At times, politicians are assembling data that has no obvious application. With technology evolving, this information could be valuable in the future.
"A lot of it you just have to collect in good faith that later there will be some place it will apply," said Sarah Black, the Minnesota DFL voter file manager.
The Grandma Brigade's Pitzrick said she doesn't think the publicly available data that she and other volunteers are collecting raises privacy concerns.
"Is it any different than having Best Buy have it for you?" she asked. "It's out there."
Political parties can use the data they collect to look at how individual voters' opinions and loyalties change over time.
The Progress of the State quadriga at the base of the Minnesota State Capitol dome. Wikipedia image
In Virginia, a typical profile in the Democratic Party's database includes notes from the dozens of times campaigns have contacted a given voter since 2001, including which candidates the voter has supported over the years, and whether they were Democrats or Republicans, according to Brenner Tobe, the party's director of information and technology.

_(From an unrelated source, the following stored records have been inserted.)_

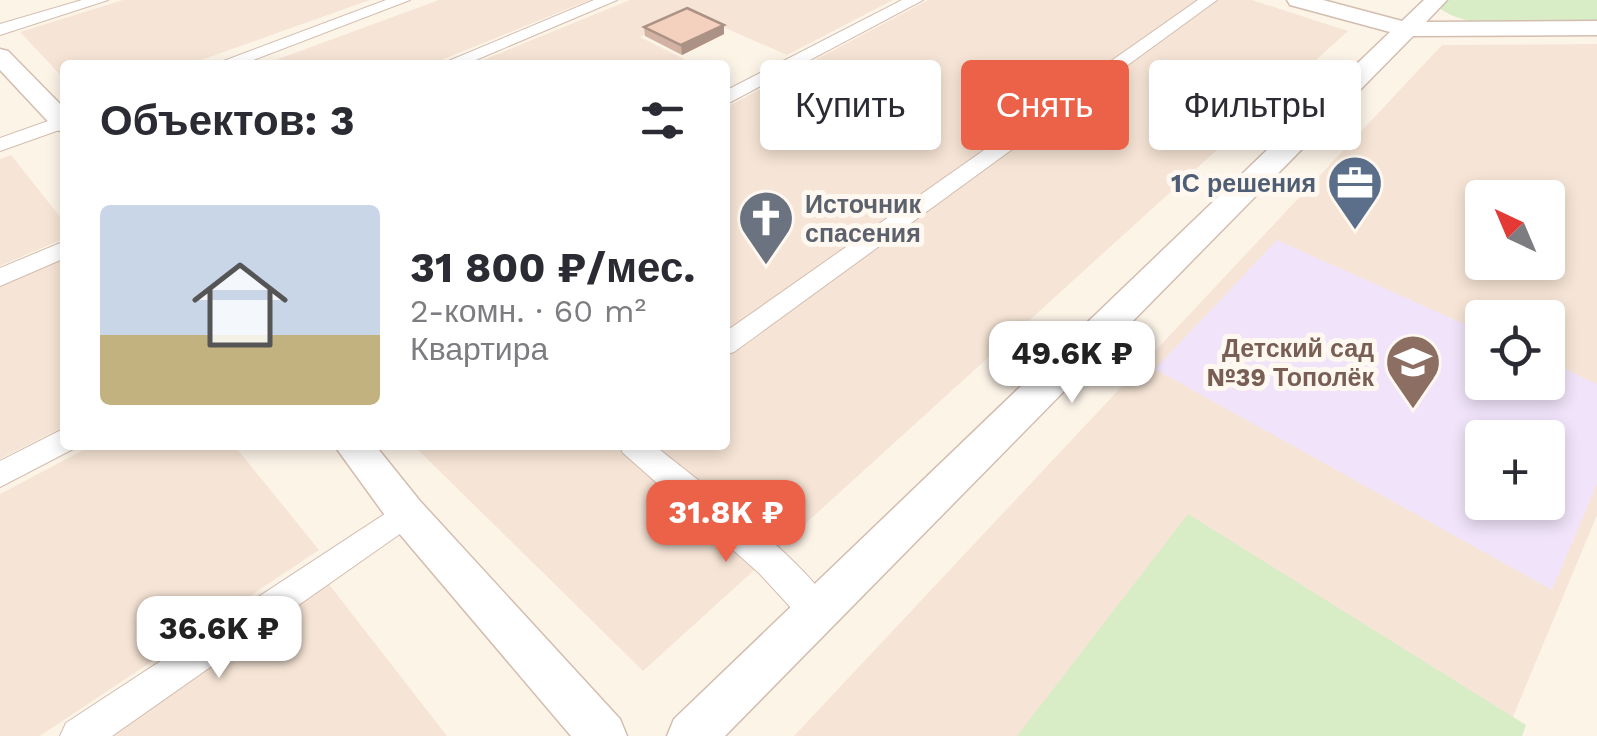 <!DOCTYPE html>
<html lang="ru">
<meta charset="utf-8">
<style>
:root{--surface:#fff;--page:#f2f2f3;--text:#2b2b33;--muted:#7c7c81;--line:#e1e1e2;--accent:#ec6249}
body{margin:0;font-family:"Work Sans",sans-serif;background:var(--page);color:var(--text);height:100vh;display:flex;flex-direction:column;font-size:38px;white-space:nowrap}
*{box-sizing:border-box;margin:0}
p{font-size:32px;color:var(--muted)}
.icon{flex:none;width:55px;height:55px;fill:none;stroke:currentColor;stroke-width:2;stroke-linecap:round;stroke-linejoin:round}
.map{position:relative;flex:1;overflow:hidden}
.sheet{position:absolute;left:60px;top:60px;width:670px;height:390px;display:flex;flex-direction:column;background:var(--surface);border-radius:10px;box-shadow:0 5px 15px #0003}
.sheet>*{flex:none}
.banner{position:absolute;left:760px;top:60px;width:685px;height:90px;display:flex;gap:20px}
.needle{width:65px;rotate:316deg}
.buttons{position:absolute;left:1465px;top:180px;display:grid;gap:20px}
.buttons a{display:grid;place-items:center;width:100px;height:100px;border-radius:10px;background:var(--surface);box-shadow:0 5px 15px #0003;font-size:50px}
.price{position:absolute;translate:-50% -85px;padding:0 22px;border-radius:20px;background:#fff;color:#222;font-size:32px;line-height:65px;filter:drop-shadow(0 2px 5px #0008)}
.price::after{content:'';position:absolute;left:50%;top:60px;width:30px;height:22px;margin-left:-15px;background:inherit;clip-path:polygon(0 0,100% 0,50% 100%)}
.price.on{background:var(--accent);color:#fff}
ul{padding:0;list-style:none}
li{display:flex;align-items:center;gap:30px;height:250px;padding:0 40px}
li+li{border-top:2px solid var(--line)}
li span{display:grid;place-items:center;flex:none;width:280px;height:200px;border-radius:10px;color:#555}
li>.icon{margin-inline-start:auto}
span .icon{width:120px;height:120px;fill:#fffc;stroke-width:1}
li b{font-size:42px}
h2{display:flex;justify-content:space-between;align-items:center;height:120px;padding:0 40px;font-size:42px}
.tag{padding:0 35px;border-radius:10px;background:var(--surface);box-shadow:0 5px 15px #0003;font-size:35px;line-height:90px}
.tag.on{background:var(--accent);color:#fff}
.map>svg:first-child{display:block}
</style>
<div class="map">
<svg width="1597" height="736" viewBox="0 0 1597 736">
<rect width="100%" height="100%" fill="#fdf4e8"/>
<g fill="#f6e5d6" fill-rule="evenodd">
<polygon points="123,0 370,0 187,65 65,65 65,80 20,32"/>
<polygon points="439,0 590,0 429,65 262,65"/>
<polygon points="630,0 893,0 787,55 691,13 640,37 696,65 471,65"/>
<polygon points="928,0 1252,0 1348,31 643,671 413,445 725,445 725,108"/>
<path d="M1597,44v471l-92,221h-711l648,-691zM1482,198h66v64h-66zM1482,318h66v64h-66zM1482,438h66v64h-66z"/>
<polygon points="11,155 65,223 65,238 0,266 0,159"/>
<polygon points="65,257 65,426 0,459 0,285"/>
<polygon points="93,445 234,445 319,550 40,736 0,736 0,494"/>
<polygon points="328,583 447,736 106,736"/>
</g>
<path fill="#f1e4fa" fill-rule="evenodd" d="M1277,240l205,92v50h66v-21l49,23v100l-45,106 -397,-221zM1482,438h66v64h-66z"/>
<g fill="#d8ecc5">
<path d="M1443,0h154v22c-43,1 -125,13 -159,-15z"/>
<polygon points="1188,514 1526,725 1522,736 1017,736"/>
</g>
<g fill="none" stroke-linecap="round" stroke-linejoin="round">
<g stroke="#d3bdaf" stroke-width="2">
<g id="minor">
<polygon points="82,0 108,0 0,35 0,24"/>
<polygon points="386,0 410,0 240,65 213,65"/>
<polygon points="594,0 617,0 464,65 439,65"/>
<polygon points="902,0 923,0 725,105 725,91"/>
<polygon points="1198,0 1217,0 734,352 725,355 725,332"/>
<polygon points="65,115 65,128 0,151 0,138"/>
<polygon points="65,241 65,258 0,286 0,268"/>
<polygon points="65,428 65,445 77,445 75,448 0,487 0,461"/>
<path d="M619,445h35c44,36 159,120 180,167l-5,11 -12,5 -12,-5 -46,-50 -136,-120z"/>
<polygon points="406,500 417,504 422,513 417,522 112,736 60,736 66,723"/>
</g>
</g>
<g stroke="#d3bdaf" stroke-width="3">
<g id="tertiary">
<polygon points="1287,0 1323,0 1402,21 1424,0 1447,0 1426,22 1597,21 1597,35 1413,36 725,736 667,736 674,719 1390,32 1290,5"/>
<polygon points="0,49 8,51 65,109 65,132 56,130 0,70"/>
<polygon points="334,445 375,445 420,501 620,719 627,736 571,736 392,525"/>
</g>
</g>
<use href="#minor" fill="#fff" fill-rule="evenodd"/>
<use href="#tertiary" fill="#fff" fill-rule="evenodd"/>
</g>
<polygon fill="#d2b3a3" points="724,25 724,34 682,55 645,36 644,27"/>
<polygon fill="#ab9285" points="724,25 724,34 682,55 681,45"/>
<polygon fill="#f4d0be" stroke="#ab9285" stroke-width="2.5" points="687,8 724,25 681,45 644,27"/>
<defs>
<g id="office-pin" transform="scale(2.875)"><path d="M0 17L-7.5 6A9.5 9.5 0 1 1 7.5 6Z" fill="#5c6f8a" stroke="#fff8f0"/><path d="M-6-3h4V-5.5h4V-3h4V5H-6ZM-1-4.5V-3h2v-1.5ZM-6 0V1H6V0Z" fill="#fff"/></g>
<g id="church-pin" transform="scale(2.875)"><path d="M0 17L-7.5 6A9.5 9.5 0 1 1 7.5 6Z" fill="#6b7280" stroke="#fff8f0"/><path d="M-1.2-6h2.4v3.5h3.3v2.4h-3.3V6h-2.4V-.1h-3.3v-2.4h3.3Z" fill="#fff"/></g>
<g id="school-pin" transform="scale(2.875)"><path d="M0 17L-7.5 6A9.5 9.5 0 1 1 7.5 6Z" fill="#8d6e63" stroke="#fff8f0"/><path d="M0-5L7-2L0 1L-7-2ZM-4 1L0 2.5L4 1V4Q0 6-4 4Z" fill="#fff"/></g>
</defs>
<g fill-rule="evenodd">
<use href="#office-pin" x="1355" y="183"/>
<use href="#church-pin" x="766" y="218"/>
<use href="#school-pin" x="1413" y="362"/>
</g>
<g text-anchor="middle" stroke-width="10" stroke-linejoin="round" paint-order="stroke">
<g font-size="25" font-weight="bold" fill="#4e5e75" stroke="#fff8f0" text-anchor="end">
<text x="1316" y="192">1С решения</text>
</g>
<g font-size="25" font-weight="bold" fill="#5b616d" stroke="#fff8f0" text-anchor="start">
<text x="805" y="213">Источник<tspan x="805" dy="29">спасения</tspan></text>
</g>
<g font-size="25" font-weight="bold" fill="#785e54" stroke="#fff8f0" text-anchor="end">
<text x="1374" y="357">Детский сад<tspan x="1374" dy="29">№39 Тополёк</tspan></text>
</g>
</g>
</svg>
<div class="buttons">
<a><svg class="needle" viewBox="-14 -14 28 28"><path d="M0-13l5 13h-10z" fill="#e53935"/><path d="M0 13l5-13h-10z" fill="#7c7c81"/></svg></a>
<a><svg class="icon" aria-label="locate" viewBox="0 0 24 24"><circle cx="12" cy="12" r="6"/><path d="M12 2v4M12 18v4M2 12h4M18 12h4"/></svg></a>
<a>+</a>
</div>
<b class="price" style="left:1072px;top:406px">49.6K ₽</b>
<b class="price on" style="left:726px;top:565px">31.8K ₽</b>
<b class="price" style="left:219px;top:681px">36.6K ₽</b>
<div class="banner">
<a class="tag">Купить</a>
<a class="tag on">Снять</a>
<a class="tag">Фильтры</a>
</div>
<section class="sheet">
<h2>Объектов: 3<svg class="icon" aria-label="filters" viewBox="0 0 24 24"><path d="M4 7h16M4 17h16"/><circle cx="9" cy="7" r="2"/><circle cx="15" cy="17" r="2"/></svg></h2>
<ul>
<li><span style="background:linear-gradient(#c9d6e8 65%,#c2b280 0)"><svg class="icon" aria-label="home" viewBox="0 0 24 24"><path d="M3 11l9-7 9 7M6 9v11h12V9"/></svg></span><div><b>31 800 ₽/мес.</b><p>2-комн. · 60 m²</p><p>Квартира</p></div></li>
</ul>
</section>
</div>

By the 2016 presidential race, Virginia Democrats will have recorded 15 years' worth of interactions with some voters.
Minnesota's data goes back even further, thanks to an early investment in a computerized data system in the 1980s.
"The pool of people we don't know something about gets smaller and smaller," Black, the voter file manager, said.
During this past election cycle, Democratic volunteers in Minnesota had one million new conversations with voters, which translated into at least one million new pieces of information about individual voters, Black said.
Democrats in Virginia and Minnesota collect a lot of data out of necessity, since voters in those states do not publicly register with a political party. There's no easy way to tell Democratic voters from Republican voters unless the party saves information about them.